───── Data listing ─────
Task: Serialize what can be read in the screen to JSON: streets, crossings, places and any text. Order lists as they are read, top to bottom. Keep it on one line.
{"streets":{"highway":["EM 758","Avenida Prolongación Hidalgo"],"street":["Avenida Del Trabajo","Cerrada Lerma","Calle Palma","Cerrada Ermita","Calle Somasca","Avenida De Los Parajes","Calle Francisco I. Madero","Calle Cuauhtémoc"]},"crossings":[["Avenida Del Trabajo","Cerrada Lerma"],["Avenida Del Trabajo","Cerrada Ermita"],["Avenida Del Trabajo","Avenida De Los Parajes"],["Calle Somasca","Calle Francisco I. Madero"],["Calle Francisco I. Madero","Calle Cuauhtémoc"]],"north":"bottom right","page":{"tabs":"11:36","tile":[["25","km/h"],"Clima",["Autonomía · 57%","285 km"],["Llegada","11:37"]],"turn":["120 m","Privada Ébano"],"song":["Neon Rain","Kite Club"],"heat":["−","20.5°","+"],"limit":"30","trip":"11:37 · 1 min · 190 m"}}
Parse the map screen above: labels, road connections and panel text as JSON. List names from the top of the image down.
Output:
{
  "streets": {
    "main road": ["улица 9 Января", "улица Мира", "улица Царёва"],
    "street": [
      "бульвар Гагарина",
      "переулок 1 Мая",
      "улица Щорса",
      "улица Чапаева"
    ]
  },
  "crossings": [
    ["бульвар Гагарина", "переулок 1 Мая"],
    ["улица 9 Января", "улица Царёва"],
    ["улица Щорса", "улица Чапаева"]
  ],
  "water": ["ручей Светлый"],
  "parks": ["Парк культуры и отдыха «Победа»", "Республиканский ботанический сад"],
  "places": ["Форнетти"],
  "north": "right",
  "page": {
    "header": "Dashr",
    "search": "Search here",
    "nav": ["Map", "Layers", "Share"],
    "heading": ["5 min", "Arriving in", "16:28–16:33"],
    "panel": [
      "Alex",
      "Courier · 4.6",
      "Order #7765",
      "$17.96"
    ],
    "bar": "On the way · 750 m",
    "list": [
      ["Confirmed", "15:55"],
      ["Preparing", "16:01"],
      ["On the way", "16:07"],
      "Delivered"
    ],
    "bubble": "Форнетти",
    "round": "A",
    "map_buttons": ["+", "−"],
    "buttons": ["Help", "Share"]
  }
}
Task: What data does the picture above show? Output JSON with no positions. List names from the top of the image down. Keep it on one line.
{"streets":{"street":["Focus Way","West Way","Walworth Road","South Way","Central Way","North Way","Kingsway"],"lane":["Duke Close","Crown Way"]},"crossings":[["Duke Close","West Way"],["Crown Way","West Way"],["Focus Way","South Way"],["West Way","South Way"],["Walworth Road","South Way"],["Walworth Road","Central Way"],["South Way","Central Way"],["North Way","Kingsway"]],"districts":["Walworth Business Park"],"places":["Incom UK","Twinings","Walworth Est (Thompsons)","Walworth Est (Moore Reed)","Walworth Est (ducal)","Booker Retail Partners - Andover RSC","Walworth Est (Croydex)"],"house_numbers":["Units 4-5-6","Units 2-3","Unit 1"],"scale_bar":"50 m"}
─────
What you hand back must match the records above exactly.

§ **Result of this task**
Task: Serialize what can be read in the screen to JSON: streets, crossings, places and any text. Order lists as they are read, top to bottom. Keep it on one line.
{"streets":{"highway":["EM 758","Avenida Prolongación Hidalgo"],"street":["Avenida Del Trabajo","Cerrada Lerma","Calle Palma","Cerrada Ermita","Calle Somasca","Avenida De Los Parajes","Calle Francisco I. Madero","Calle Cuauhtémoc"]},"crossings":[["Avenida Del Trabajo","Cerrada Lerma"],["Avenida Del Trabajo","Cerrada Ermita"],["Avenida Del Trabajo","Avenida De Los Parajes"],["Calle Somasca","Calle Francisco I. Madero"],["Calle Francisco I. Madero","Calle Cuauhtémoc"]],"north":"bottom right","page":{"tabs":"11:36","tile":[["25","km/h"],"Clima",["Autonomía · 57%","285 km"],["Llegada","11:37"]],"turn":["120 m","Privada Ébano"],"song":["Neon Rain","Kite Club"],"heat":["−","20.5°","+"],"limit":"30","trip":"11:37 · 1 min · 190 m"}}
Parse the map screen above: labels, road connections and panel text as JSON. List names from the top of the image down.
Output:
{
  "streets": {
    "main road": ["улица 9 Января", "улица Мира", "улица Царёва"],
    "street": [
      "бульвар Гагарина",
      "переулок 1 Мая",
      "улица Щорса",
      "улица Чапаева"
    ]
  },
  "crossings": [
    ["бульвар Гагарина", "переулок 1 Мая"],
    ["улица 9 Января", "улица Царёва"],
    ["улица Щорса", "улица Чапаева"]
  ],
  "water": ["ручей Светлый"],
  "parks": ["Парк культуры и отдыха «Победа»", "Республиканский ботанический сад"],
  "places": ["Форнетти"],
  "north": "right",
  "page": {
    "header": "Dashr",
    "search": "Search here",
    "nav": ["Map", "Layers", "Share"],
    "heading": ["5 min", "Arriving in", "16:28–16:33"],
    "panel": [
      "Alex",
      "Courier · 4.6",
      "Order #7765",
      "$17.96"
    ],
    "bar": "On the way · 750 m",
    "list": [
      ["Confirmed", "15:55"],
      ["Preparing", "16:01"],
      ["On the way", "16:07"],
      "Delivered"
    ],
    "bubble": "Форнетти",
    "round": "A",
    "map_buttons": ["+", "−"],
    "buttons": ["Help", "Share"]
  }
}
Task: What data does the picture above show? Output JSON with no positions. List names from the top of the image down. Keep it on one line.
{"streets":{"street":["Focus Way","West Way","Walworth Road","South Way","Central Way","North Way","Kingsway"],"lane":["Duke Close","Crown Way"]},"crossings":[["Duke Close","West Way"],["Crown Way","West Way"],["Focus Way","South Way"],["West Way","South Way"],["Walworth Road","South Way"],["Walworth Road","Central Way"],["South Way","Central Way"],["North Way","Kingsway"]],"districts":["Walworth Business Park"],"places":["Incom UK","Twinings","Walworth Est (Thompsons)","Walworth Est (Moore Reed)","Walworth Est (ducal)","Booker Retail Partners - Andover RSC","Walworth Est (Croydex)"],"house_numbers":["Units 4-5-6","Units 2-3","Unit 1"],"scale_bar":"50 m"}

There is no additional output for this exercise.